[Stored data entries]
+===+

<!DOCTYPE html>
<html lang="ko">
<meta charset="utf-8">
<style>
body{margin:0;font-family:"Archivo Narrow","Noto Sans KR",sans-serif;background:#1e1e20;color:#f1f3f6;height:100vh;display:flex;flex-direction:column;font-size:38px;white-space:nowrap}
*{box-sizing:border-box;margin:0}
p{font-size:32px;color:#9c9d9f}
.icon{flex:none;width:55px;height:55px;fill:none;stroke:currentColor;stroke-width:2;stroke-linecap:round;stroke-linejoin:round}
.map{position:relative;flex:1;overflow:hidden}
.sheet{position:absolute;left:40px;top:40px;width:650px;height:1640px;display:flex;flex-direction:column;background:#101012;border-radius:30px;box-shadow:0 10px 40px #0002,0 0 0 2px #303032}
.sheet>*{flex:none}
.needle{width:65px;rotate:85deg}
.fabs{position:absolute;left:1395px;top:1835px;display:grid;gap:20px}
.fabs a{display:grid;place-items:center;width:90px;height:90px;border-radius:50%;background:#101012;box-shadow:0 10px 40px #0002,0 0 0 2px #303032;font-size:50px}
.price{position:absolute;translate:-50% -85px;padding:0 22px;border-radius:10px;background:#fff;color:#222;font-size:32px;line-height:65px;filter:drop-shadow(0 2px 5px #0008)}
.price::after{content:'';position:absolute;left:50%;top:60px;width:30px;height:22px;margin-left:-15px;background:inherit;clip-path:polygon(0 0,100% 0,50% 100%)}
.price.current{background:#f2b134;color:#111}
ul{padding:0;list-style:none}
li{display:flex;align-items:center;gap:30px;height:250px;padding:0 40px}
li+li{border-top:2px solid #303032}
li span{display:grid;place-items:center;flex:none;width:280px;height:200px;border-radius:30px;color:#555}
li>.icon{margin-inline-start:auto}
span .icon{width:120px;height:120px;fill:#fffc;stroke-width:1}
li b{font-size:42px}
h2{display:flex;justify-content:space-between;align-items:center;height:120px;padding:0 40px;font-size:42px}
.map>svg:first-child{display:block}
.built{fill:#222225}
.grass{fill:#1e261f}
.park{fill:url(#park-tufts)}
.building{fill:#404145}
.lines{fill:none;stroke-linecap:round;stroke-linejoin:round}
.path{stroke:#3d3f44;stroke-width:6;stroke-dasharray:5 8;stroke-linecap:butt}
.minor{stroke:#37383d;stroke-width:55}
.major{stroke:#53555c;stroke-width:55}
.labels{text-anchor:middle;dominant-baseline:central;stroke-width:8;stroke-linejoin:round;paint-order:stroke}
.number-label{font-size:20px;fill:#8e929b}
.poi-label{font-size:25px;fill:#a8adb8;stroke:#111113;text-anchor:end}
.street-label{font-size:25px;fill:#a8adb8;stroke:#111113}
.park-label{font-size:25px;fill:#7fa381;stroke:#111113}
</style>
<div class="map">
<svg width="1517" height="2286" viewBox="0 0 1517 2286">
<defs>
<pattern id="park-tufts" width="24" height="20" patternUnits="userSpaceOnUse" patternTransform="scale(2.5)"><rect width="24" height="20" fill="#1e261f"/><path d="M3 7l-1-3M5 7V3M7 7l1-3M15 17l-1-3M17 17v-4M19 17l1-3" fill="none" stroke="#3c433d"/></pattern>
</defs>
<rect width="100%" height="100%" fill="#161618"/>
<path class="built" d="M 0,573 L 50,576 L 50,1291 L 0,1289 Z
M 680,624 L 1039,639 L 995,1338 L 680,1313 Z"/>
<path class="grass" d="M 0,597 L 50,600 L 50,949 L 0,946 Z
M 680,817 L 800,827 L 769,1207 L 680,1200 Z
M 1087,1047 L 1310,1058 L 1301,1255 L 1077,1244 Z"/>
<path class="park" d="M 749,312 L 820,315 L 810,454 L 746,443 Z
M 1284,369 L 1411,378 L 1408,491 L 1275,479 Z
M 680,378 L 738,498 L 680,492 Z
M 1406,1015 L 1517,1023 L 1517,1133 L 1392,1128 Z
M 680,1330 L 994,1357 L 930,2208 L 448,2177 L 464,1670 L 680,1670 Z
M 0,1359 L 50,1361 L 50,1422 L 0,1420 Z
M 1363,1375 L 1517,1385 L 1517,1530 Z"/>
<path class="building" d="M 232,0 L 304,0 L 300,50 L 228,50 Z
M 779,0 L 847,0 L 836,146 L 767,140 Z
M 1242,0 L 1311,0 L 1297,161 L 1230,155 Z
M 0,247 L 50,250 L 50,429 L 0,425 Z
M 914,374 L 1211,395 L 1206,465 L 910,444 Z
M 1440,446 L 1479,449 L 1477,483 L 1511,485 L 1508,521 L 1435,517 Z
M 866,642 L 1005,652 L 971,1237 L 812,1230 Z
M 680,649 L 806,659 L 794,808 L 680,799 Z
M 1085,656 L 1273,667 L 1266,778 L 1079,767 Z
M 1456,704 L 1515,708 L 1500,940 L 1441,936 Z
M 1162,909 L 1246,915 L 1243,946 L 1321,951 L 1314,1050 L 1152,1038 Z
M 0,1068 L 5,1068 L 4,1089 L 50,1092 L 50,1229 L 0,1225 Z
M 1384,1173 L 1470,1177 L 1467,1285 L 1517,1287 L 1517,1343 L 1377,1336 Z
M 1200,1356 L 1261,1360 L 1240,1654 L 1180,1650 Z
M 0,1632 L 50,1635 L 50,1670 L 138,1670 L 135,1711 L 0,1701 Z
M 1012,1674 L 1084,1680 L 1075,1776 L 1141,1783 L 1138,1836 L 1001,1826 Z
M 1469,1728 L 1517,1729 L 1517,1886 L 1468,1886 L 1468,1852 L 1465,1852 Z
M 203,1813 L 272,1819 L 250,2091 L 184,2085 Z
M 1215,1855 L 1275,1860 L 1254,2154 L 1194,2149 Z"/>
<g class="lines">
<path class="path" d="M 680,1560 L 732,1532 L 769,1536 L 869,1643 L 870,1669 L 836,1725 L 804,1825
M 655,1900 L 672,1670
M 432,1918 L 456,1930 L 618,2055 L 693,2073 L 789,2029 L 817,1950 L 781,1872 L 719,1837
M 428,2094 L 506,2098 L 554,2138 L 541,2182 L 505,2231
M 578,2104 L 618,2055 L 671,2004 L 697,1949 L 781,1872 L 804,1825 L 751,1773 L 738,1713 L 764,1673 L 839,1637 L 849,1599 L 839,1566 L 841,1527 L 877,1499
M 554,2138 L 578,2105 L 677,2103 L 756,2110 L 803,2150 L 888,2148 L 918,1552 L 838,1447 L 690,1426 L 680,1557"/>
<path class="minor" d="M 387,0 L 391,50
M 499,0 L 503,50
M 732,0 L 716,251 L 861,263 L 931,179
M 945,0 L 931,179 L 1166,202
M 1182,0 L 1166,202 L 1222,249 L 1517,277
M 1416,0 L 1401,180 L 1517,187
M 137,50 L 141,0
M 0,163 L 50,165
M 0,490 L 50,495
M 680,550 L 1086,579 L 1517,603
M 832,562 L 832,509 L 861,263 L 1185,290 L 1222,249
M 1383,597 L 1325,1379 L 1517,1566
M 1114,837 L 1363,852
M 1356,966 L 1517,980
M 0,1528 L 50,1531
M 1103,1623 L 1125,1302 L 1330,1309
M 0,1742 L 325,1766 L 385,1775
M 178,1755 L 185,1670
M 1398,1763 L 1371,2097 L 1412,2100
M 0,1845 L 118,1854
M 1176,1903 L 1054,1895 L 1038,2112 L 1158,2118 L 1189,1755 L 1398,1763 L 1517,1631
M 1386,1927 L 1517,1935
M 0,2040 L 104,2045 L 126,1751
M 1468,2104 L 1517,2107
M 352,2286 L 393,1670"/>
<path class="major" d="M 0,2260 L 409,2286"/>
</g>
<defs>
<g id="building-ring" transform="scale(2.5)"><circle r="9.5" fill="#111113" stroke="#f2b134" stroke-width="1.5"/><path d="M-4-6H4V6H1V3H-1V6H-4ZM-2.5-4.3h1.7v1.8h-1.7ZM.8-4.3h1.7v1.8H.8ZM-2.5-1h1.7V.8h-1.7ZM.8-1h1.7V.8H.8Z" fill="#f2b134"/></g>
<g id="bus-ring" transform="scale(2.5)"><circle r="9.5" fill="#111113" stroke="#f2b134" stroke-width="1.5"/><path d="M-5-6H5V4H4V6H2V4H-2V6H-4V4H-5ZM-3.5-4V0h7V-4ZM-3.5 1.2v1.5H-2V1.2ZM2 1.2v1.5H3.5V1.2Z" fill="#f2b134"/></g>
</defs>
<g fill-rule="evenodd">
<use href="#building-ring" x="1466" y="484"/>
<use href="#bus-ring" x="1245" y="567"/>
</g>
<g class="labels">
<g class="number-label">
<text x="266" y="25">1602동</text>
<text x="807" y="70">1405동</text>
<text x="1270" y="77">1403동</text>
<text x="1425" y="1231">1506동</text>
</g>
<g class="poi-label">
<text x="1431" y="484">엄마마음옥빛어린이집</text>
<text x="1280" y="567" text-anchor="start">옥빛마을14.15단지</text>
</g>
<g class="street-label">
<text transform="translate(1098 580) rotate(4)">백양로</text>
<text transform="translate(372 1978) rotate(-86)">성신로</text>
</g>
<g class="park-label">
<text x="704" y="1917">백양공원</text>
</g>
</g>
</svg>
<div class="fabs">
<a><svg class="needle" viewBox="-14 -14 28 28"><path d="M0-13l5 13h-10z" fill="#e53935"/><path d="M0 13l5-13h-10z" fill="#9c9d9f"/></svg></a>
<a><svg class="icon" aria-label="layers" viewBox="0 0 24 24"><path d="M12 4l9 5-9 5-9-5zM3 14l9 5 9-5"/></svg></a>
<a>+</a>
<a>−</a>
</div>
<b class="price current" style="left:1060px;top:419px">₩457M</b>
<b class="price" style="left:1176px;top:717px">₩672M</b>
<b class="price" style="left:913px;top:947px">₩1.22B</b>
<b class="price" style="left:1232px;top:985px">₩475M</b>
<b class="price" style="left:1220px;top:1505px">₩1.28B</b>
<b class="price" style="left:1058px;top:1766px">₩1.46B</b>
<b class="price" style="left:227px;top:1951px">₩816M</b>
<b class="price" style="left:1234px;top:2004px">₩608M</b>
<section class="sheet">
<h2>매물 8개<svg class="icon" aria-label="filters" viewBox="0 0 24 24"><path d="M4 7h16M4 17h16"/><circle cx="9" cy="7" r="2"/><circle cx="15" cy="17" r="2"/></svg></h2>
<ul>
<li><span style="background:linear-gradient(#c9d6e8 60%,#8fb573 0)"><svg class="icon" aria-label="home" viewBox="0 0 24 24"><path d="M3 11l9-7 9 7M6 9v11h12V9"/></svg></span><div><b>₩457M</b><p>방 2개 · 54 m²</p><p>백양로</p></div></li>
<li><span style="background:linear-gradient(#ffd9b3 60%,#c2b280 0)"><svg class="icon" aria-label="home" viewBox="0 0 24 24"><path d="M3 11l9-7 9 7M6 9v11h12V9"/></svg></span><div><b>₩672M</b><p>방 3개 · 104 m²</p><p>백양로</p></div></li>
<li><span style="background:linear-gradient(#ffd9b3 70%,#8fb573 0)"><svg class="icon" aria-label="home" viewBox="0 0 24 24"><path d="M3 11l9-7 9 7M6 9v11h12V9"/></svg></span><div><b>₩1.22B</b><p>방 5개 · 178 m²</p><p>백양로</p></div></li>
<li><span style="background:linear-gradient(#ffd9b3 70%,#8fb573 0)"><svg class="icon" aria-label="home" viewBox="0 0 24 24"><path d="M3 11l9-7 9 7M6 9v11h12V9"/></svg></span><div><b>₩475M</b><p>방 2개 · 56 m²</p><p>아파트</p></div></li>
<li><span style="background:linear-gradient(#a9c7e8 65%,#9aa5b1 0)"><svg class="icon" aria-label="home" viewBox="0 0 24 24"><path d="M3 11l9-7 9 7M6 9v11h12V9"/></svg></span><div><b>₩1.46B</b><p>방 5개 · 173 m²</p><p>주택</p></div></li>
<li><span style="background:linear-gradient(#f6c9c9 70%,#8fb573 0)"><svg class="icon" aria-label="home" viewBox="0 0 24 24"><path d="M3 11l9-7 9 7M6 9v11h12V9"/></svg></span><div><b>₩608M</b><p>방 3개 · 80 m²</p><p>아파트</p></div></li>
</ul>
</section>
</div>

+===+

(Problem requirements): Where does the string "border" occur in the data above? Copy every line that holds it.

(Exercise solution):
*{box-sizing:border-box;margin:0}
.sheet{position:absolute;left:40px;top:40px;width:650px;height:1640px;display:flex;flex-direction:column;background:#101012;border-radius:30px;box-shadow:0 10px 40px #0002,0 0 0 2px #303032}
.fabs a{display:grid;place-items:center;width:90px;height:90px;border-radius:50%;background:#101012;box-shadow:0 10px 40px #0002,0 0 0 2px #303032;font-size:50px}
.price{position:absolute;translate:-50% -85px;padding:0 22px;border-radius:10px;background:#fff;color:#222;font-size:32px;line-height:65px;filter:drop-shadow(0 2px 5px #0008)}
li+li{border-top:2px solid #303032}
li span{display:grid;place-items:center;flex:none;width:280px;height:200px;border-radius:30px;color:#555}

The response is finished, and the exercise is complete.